Filtering offensive language in online communities using grammatical relations

Zhi Xu, Sencun Zhu

Research output: Contribution to conferencePaper

19 Citations (Scopus)

Abstract

Offensive language has arisen to be a big issue to the health of both online communities and their users. To the online community, the spread of offensive language undermines its reputation, drives users away, and even directly affects its growth. To users, viewing offensive language brings negative influence to their mental health, especially for children and youth. When offensive language is detected in a user message, a problem arises about how the offensive language should be removed, i.e. the offensive language filtering problem. To solve this problem, manual filtering approach is known to produce the best filtering result. However, manual filtering is costly in time and labor thus can not be widely applied.
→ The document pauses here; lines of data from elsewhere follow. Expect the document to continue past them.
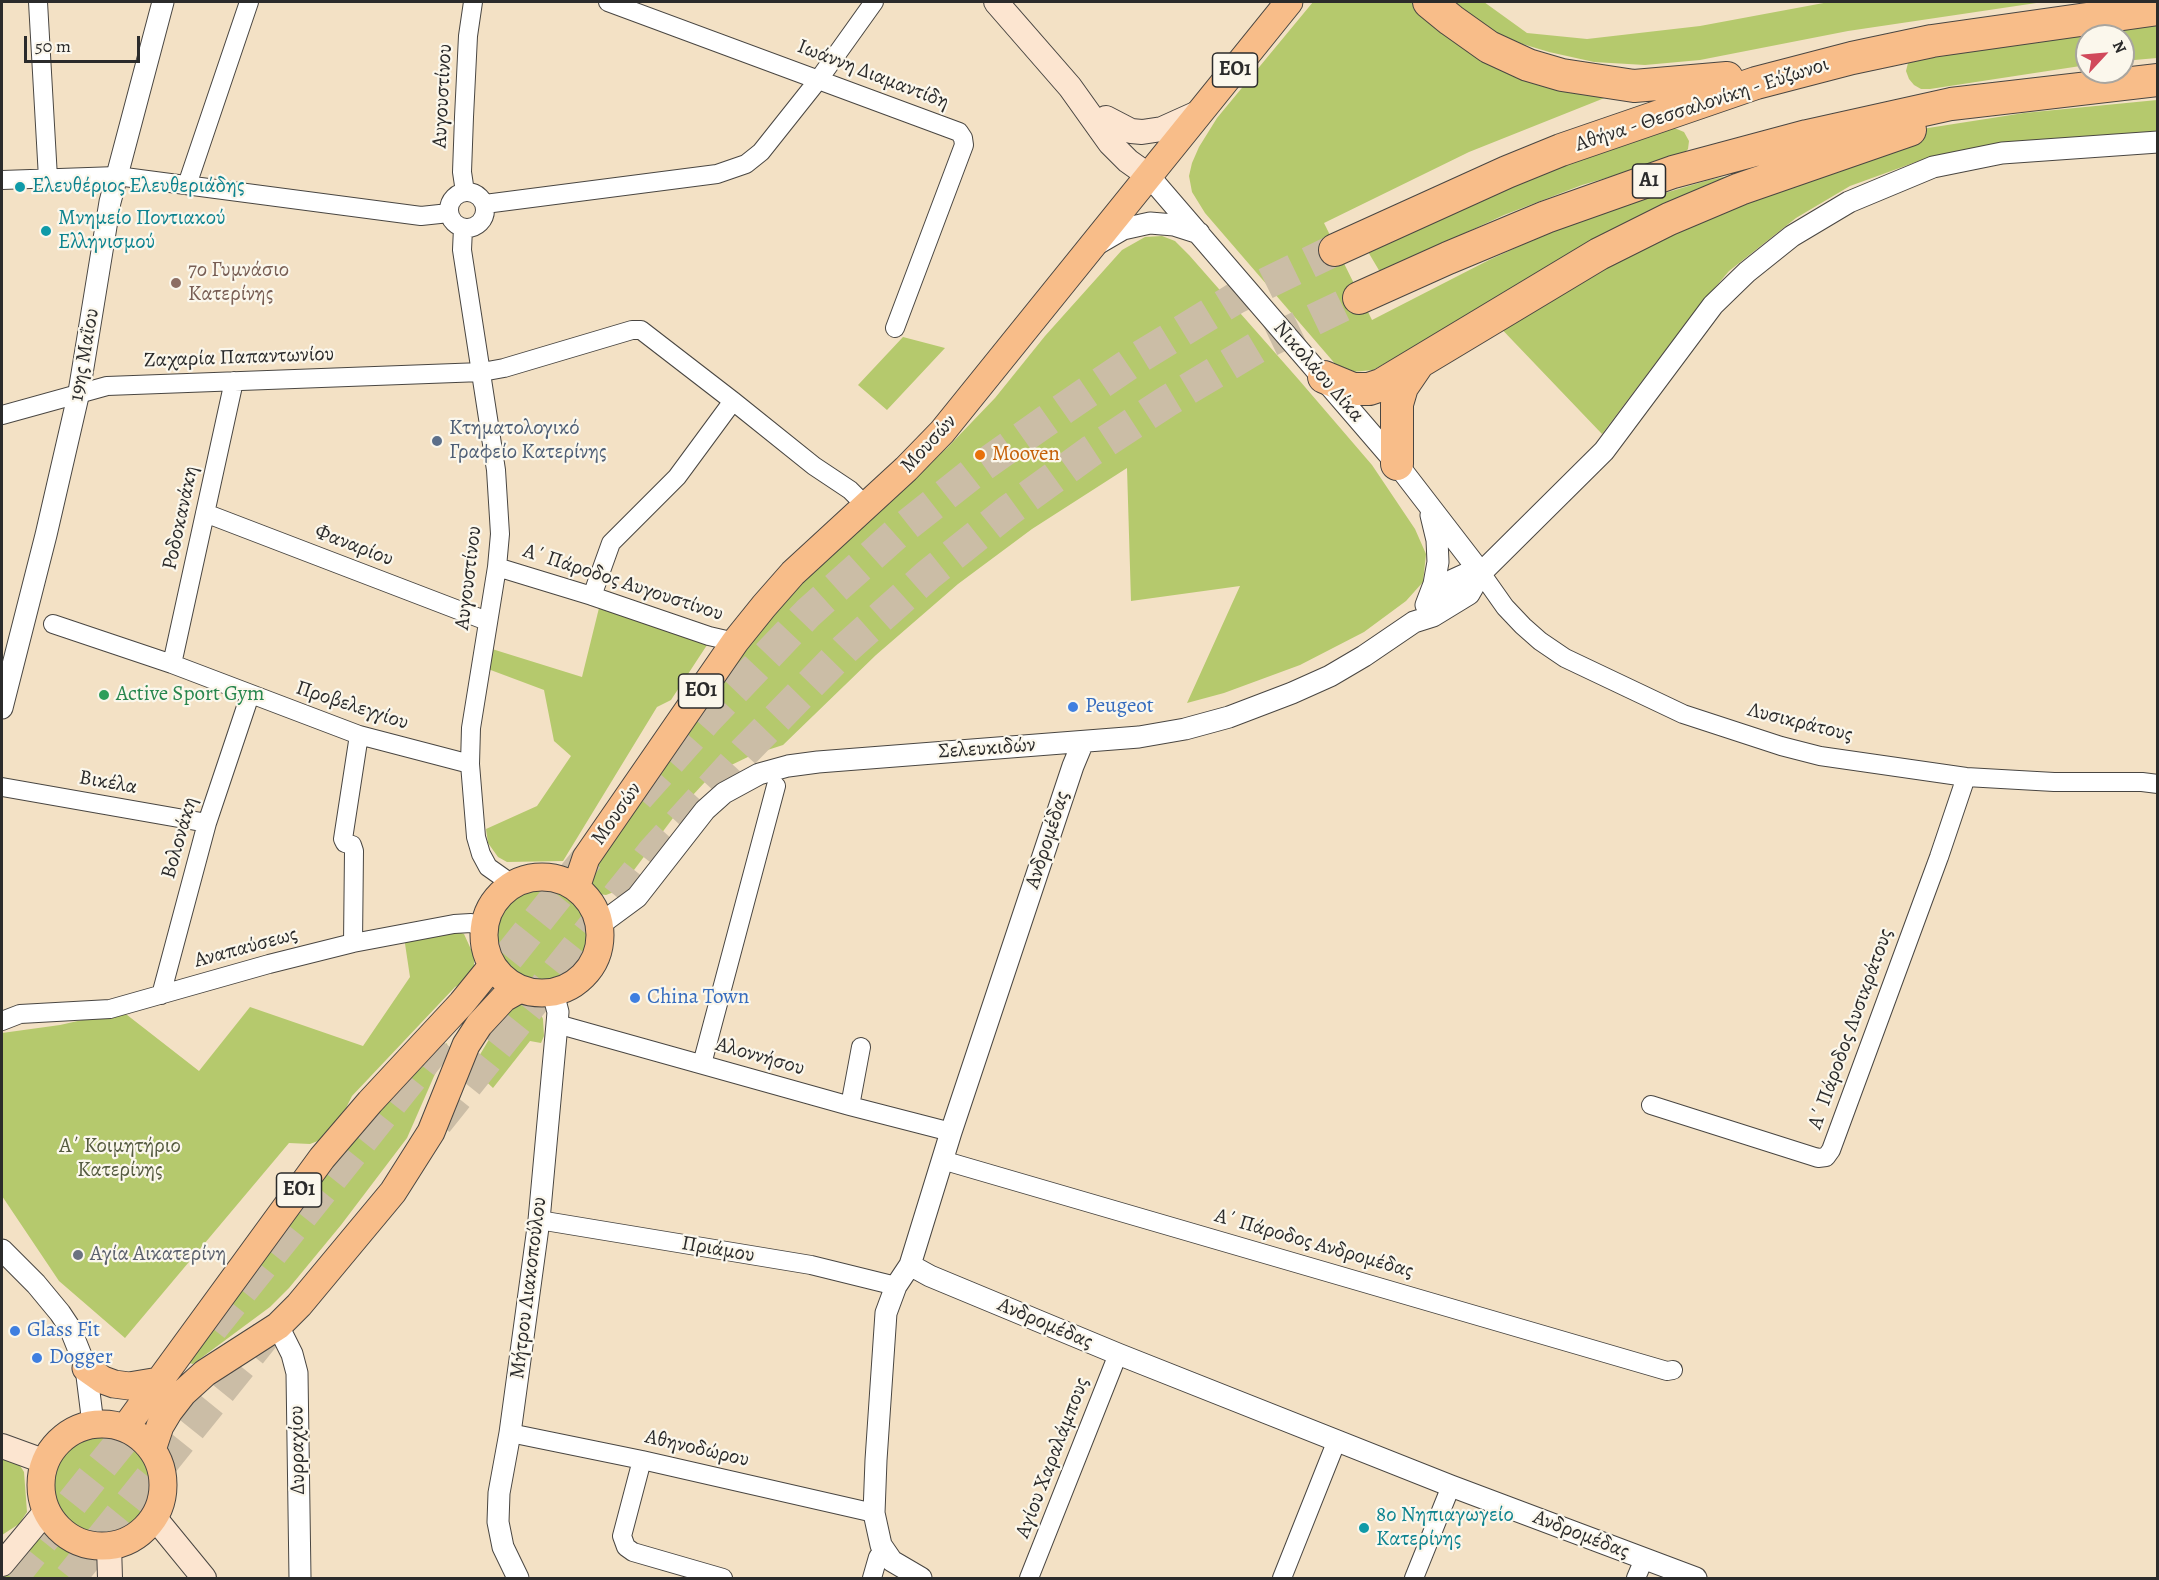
<!DOCTYPE html>
<html>
<head>
<meta charset="utf-8">
<style>
	body { margin:0 }
	#map { position:relative; width:2159px; height:1580px; overflow:hidden; background:#f3e1c5; font-family:Alegreya,serif }
	canvas { display:block }
	.frame { position:absolute; inset:0; border:3px solid #2b2b2b; pointer-events:none }
	.north { position:absolute; left:2075px; top:24px; width:60px; height:60px; box-sizing:border-box; background:#fbf7ec; border:2px solid #a8a59f; border-radius:50%; rotate:64deg; font-size:16px; font-weight:700; line-height:24px; text-align:center; color:#2b2b2b }
	.north::after { content:''; display:block; margin:auto; width:21px; height:27px; background:#d1495b; clip-path:polygon(50% 0,100% 100%,50% 72%,0 100%) }
	.scale { position:absolute; left:24px; top:36px; width:116px; height:27px; box-sizing:border-box; border:3px solid #2b2b2b; border-top:0; padding-left:8px; font-size:18px; line-height:21px; white-space:nowrap; color:#2b2b2b; -webkit-text-stroke:4px #fbf7ec; paint-order:stroke }
</style>
</head>
<body>
<div id="map">
<canvas width="2159" height="1580"></canvas>
<div class="frame"></div>
<div class="north">N</div>
<div class="scale">50 m</div>
</div>
<script>
const g = document.querySelector('canvas').getContext('2d');
g.lineJoin = 'round';
function fillPath(path, color) { g.fillStyle = color; g.fill(path, 'evenodd'); }
const toPath = rows => new Path2D(rows.map(r => 'M' + r).join(''));
function trace(path, color, width, dash) { g.strokeStyle = color; g.lineWidth = width; g.lineCap = dash ? 'butt' : 'round'; g.setLineDash(dash || []); g.stroke(path); }
function write(font, color, halo, rows, align = 'center') {
  g.font = font + ' Alegreya,serif'; g.lineWidth = 4.5; g.setLineDash([]); g.textBaseline = 'middle'; g.strokeStyle = halo; g.fillStyle = color; for (const [text, x, y, turn = 0] of rows) {
    g.save(); g.translate(x, y); g.rotate((+turn || 0) * Math.PI / 180); g.textAlign = isNaN(turn) ? turn : align; if (halo) g.strokeText(text, 0, 0); g.fillText(text, 0, 0); g.restore();
  }
}
const green = toPath([
	[1313,2,1419,2,1612,95,1469,152,1324,223,1372,320,1489,260,1551,232,1611,209,1709,180,1801,161,1564,263,1373,370,1352,372,1337,366,1205,213,1192,192,1189,176,1192,163,1199,147,1217,118],
	[1446,2,1484,2,1527,33,1587,39,1700,26,1829,2,2043,2,1848,31,1700,60,1645,65,1594,62,1549,52,1496,36],
	[2157,21,2157,58,2123,61,2123,36,2087,36,2087,65,1930,89,1921,89,1914,85,1909,79,1906,71,1908,63,1914,58],
	[2157,100,2157,132,1988,147,1927,158,1850,186,1796,218,1729,271,1691,316,1602,434,1492,319,1609,245,1909,131,2024,113],
	[1672,127,1684,132,1689,141,1688,149,1682,156,1582,185,1504,215,1380,272,1367,250,1490,190],
	[1162,236,1175,241,1189,255,1299,380,1372,465,1415,529,1426,554,1423,582,1406,601,1364,632,1300,665,1224,693,1187,703,1240,586,1131,601,1127,468,1032,529,958,584,876,655,783,745,752,755,721,770,705,782,679,810,619,890,606,895,599,894,593,887,590,878,591,868,774,608,870,515,947,448,995,398,1045,336,1122,250,1145,237],
	[903,337,945,348,887,410,858,385],
	[599,608,707,645,671,700,657,707,563,861,507,862,498,857,488,843,486,829,537,806,571,756,554,741,544,690,488,669,492,649,582,677],
	'493 934a48 48 0 1 1 96 0a48 48 0 1 1-96 0Z',
	[453,930,464,934,474,956,474,971,469,980,455,987,352,1096,346,1108,323,1139,310,1144,289,1143,125,1338,59,1281,2,1196,2,1033,60,1025,122,1011,199,1071,250,1007,363,1046,410,977,404,937],
	[522,996,537,1005,543,1019,544,1036,541,1043,530,1041,493,1088,472,1068,500,1021],
	[447,1043,448,1050,435,1074,407,1138,341,1225,289,1288,270,1307,193,1364,189,1363,257,1251,403,1083,416,1073],
	'47 1485a51 51 0 1 1 102 0a51 51 0 1 1-102 0Z',
	[2,1457,19,1464,24,1472,27,1512,19,1524,2,1535],
	[42,1535,65,1550,92,1558,90,1578,2,1578,2,1571]
]);
const motorwayTunnel = toPath([
	[638,797,707,719,808,613,897,533,978,469,1063,409,1138,358,1236,298,1335,250],
	[478,995,589,856],
	[437,1122,653,852,744,752,845,649,928,575,1008,511,1091,451,1166,402,1263,344,1359,298],
	[212,1328,445,1036],
	[12,1578,149,1407],
	[70,1578,266,1334]
]);
const minor = toPath([
	[38,2,48,178],
	[608,2,959,132,963,138,964,145,895,328],
	[2,180,117,176,421,216,449,213],
	[187,185,249,2],
	'449 210a18 18 0 1 1 36 0a18 18 0 1 1-36 0Z',
	[465,192,462,172,464,117,468,36,473,2],
	[485,204,717,174,746,164,761,152,819,79,874,2],
	[463,228,462,250,496,470,500,534,497,567,471,728,470,764,476,837,481,854,488,867,512,884],
	[2,415,107,386,482,372,504,368,632,330,641,330,733,401,814,466,850,490,866,506],
	[205,513,487,621],
	[497,567,592,596,709,636,735,642],
	[1481,573,1505,607,1523,626,1540,641,1565,658,1683,714,1781,746,1820,756,1966,777,2054,782,2142,782,2158,784],
	[592,596,611,543,677,477,733,401],
	[53,624,172,664,359,735,470,764],
	[172,664,234,381],
	[2,787,207,823],
	[353,943,354,851,352,845,345,843,343,839,359,735],
	[161,995,207,823,250,695],
	[2,1021,20,1014,110,1009,269,964,353,943,454,924,471,923,483,928],
	[557,1024,850,1106,951,1132],
	[702,1064,776,786],
	[1651,1105,1818,1158,1826,1157,1831,1150,1939,857,1966,777],
	[850,1106,861,1047],
	[942,1160,1667,1371,1673,1370],
	[539,1220,811,1265,896,1286],
	[510,1433,642,1460,874,1513],
	[642,1460,622,1536,626,1547,633,1552,723,1578],
	[872,1578,878,1557,886,1552],
	[1029,1578,1118,1354],
	[1282,1578,1337,1440],
	[1414,1578,1451,1486],
	[1636,1578,1644,1559]
]);
const tertiary = toPath([
	[1149,176,1397,464,1481,573],
	[1099,243,1123,229,1150,223,1174,225,1199,233],
	[1428,602,1453,580,1464,575,1481,573],
	[1426,605,1434,584,1438,562,1437,540,1431,515],
	[2,708,46,535,79,392,110,202,163,2],
	[599,925,637,897,705,810,724,793,759,774,788,766,818,762,1139,737,1185,729,1229,717,1292,693,1330,676,1364,656,1414,622,1433,616,1469,594,1481,573,1604,451,1713,305,1747,272,1792,236,1849,202,1933,167,2002,153,2158,142],
	[2,1250,36,1284,60,1313,70,1328,86,1368,93,1424],
	[910,1265,930,1276,1118,1354,1451,1486,1696,1578],
	[278,1326,292,1354,297,1373,300,1578],
	[518,1578,503,1547,498,1522,499,1493,510,1433,539,1220,557,1024,558,1012,553,993],
	[921,1578,892,1561,881,1545,874,1513,876,1460,886,1313,896,1286,910,1265,951,1132,1073,766,1083,742]
]);
const secondary = toPath([
	[996,2,1070,87,1110,143,1128,161,1149,176],
	[1106,118,1131,131,1142,132,1162,129,1202,111],
	[2,1446,46,1462],
	[154,1517,204,1578],
	[109,1546,110,1578],
	[2,1564,47,1510]
]);
const primary = toPath([
	'484 935a58 58 0 1 1 116 0a58 58 0 1 1-116 0Z',
	[576,888,586,858,735,642,764,606,793,573,906,469,942,432,1289,2],
	[86,1368,103,1380,114,1384,129,1386,159,1381],
	'41 1485a61 61 0 1 1 122 0a61 61 0 1 1-122 0Z',
	[125,1428,322,1158,370,1102,462,1003,492,966],
	[152,1450,160,1426,169,1411,183,1393,205,1373,278,1326,299,1305,393,1192,431,1132,466,1045,479,1025,504,998,520,989]
]);
const motorway = toPath([
	[1429,2,1451,20,1489,47,1528,65,1562,75,1634,86,1727,78],
	[1335,250,1507,172,1561,150,1756,83,1852,58,1932,41,2158,9],
	[1359,298,1448,258,1546,217,1673,172,1807,136,1951,104,2158,80],
	[1324,377,1353,389,1369,389,1381,385,1599,254,1669,219,1740,189,1910,130],
	[1397,464,1397,404,1402,387,1417,365]
]);
const markers = [
	[20,187,6,"#0f9aa8"],
	[46,231,6,"#0f9aa8"],
	[176,283,6,"#8d6e63"],
	[437,441,6,"#5c6f8a"],
	[980,455,6,"#e8710a"],
	[104,695,6,"#2e9e5b"],
	[1073,707,6,"#3f7fe0"],
	[635,998,6,"#3f7fe0"],
	[78,1255,6,"#6b7280"],
	[15,1331,6,"#3f7fe0"],
	[37,1358,6,"#3f7fe0"],
	[1364,1528,6,"#0f9aa8"]
];
const shields = [
	[1235,70,45],
	[1649,181,33],
	[701,691,45],
	[299,1190,45]
];
const shieldNames = [
	["ΕΟ1",1235,70],
	["Α1",1649,181],
	["ΕΟ1",701,691],
	["ΕΟ1",299,1190]
];
const streetNames = [
	["Ιωάννη Διαμαντίδη",873,75,21],
	["Αυγουστίνου",443,96,-87],
	["Αθήνα - Θεσσαλονίκη - Εύζωνοι",1702,105,-18],
	["19ης Μαΐου",85,355,-80],
	["Ζαχαρία Παπαντωνίου",239,358,-2],
	["Νικολάου Δίκα",1318,372,49],
	["Μουσών",929,444,-47],
	["Ροδοκανάκη",181,518,-78],
	["Φαναρίου",354,546,21],
	["Αυγουστίνου",469,578,-83],
	["Α΄ Πάροδος Αυγουστίνου",623,583,18],
	["Προβελεγγίου",352,706,18],
	["Λυσικράτους",1800,723,14],
	["Σελευκιδών",987,749,-4],
	["Βικέλα",108,783,10],
	["Μουσών",617,814,-55],
	["Βολονάκη",180,838,-74],
	["Ανδρομέδας",1048,840,-72],
	["Αναπαύσεως",246,948,-15],
	["Α΄ Πάροδος Λυσικράτους",1851,1029,-70],
	["Αλοννήσου",760,1057,16],
	["Α΄ Πάροδος Ανδρομέδας",1314,1244,16],
	["Πριάμου",718,1250,10],
	["Μήτρου Λιακοπούλου",529,1288,-83],
	["Ανδρομέδας",1045,1324,23],
	["Αθηνοδώρου",697,1449,13],
	["Δυρραχίου",298,1450,-91],
	["Αγίου Χαραλάμπους",1053,1458,-69],
	["Ανδρομέδας",1581,1535,21]
];
const cultureNames = [
	["Ελευθέριος Ελευθεριάδης",32,187],
	["Μνημείο Ποντιακού",58,219],
	["Ελληνισμού",58,243],
	["8ο Νηπιαγωγείο",1376,1516],
	["Κατερίνης",1376,1540]
];
const educationNames = [
	["7ο Γυμνάσιο",188,271],
	["Κατερίνης",188,295]
];
const serviceNames = [
	["Κτηματολογικό",449,429],
	["Γραφείο Κατερίνης",449,453]
];
const foodNames = [
	["Mooven",992,455]
];
const leisureNames = [
	["Active Sport Gym",116,695]
];
const shopNames = [
	["Peugeot",1085,707],
	["China Town",647,998],
	["Glass Fit",27,1331],
	["Dogger",49,1358]
];
const parkNames = [
	["Α΄ Κοιμητήριο",120,1147],
	["Κατερίνης",120,1171]
];
const worshipNames = [
	["Αγία Αικατερίνη",90,1255]
];
fillPath(green, '#b5c96d');
trace(motorwayTunnel, '#cbbda6', 32, [32, 16]);
trace(minor, '#494642', 20);
trace(tertiary, '#494642', 23);
trace(secondary, '#494642', 26);
trace(primary, '#494642', 29);
trace(motorway, '#494642', 34);
trace(minor, '#fff', 18);
trace(tertiary, '#fff', 21);
trace(secondary, '#fce5d0', 24);
trace(primary, '#f8bd89', 27);
trace(motorway, '#f8bd89', 32);
for (const [x, y, r, color] of markers) { const dot = new Path2D(); dot.arc(x, y, r, 0, 2 * Math.PI); g.fillStyle = color; g.fill(dot); trace(dot, '#fbf7ec', 2); }
for (const [x, y, w] of shields) { const box = new Path2D(); box.roundRect(x - w / 2, y - 17, w, 34, 4.5); g.fillStyle = '#fbf7ec'; g.fill(box); trace(box, '#2b2b2b', 1.5); }
write('bold 20px', '#2b2b2b', null, shieldNames);
write('21px', '#2b2b2b', '#fbf7ec', streetNames);
write('21px', '#0d838f', '#fbf7ec', cultureNames, 'left');
write('21px', '#785e54', '#fbf7ec', educationNames, 'left');
write('21px', '#4e5e75', '#fbf7ec', serviceNames, 'left');
write('21px', '#c56008', '#fbf7ec', foodNames, 'left');
write('21px', '#27864d', '#fbf7ec', leisureNames, 'left');
write('21px', '#366cbe', '#fbf7ec', shopNames, 'left');
write('21px', '#545a3f', '#fbf7ec', parkNames);
write('21px', '#5b616d', '#fbf7ec', worshipNames, 'left');
</script>
</body>
</html>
In this paper, we analyze the offensive language in text messages posted in online communities, and propose a new automatic sentence-level filtering approach that is able to semantically remove the offensive language by utilizing the grammatical relations among words. Comparing with existing automatic filtering approaches, the proposed filtering approach provides filtering results much closer to manual filtering. To demonstrate our work, we created a dataset by manually filtering over 11,000 text comments from the YouTube website. Experiments on this dataset show over 90% agreement in filtered results between the proposed approach and manual filtering approach. Moreover, we show the overhead of applying proposed approach to user comments filtering is reasonable, making it practical to be adopted in real life applications.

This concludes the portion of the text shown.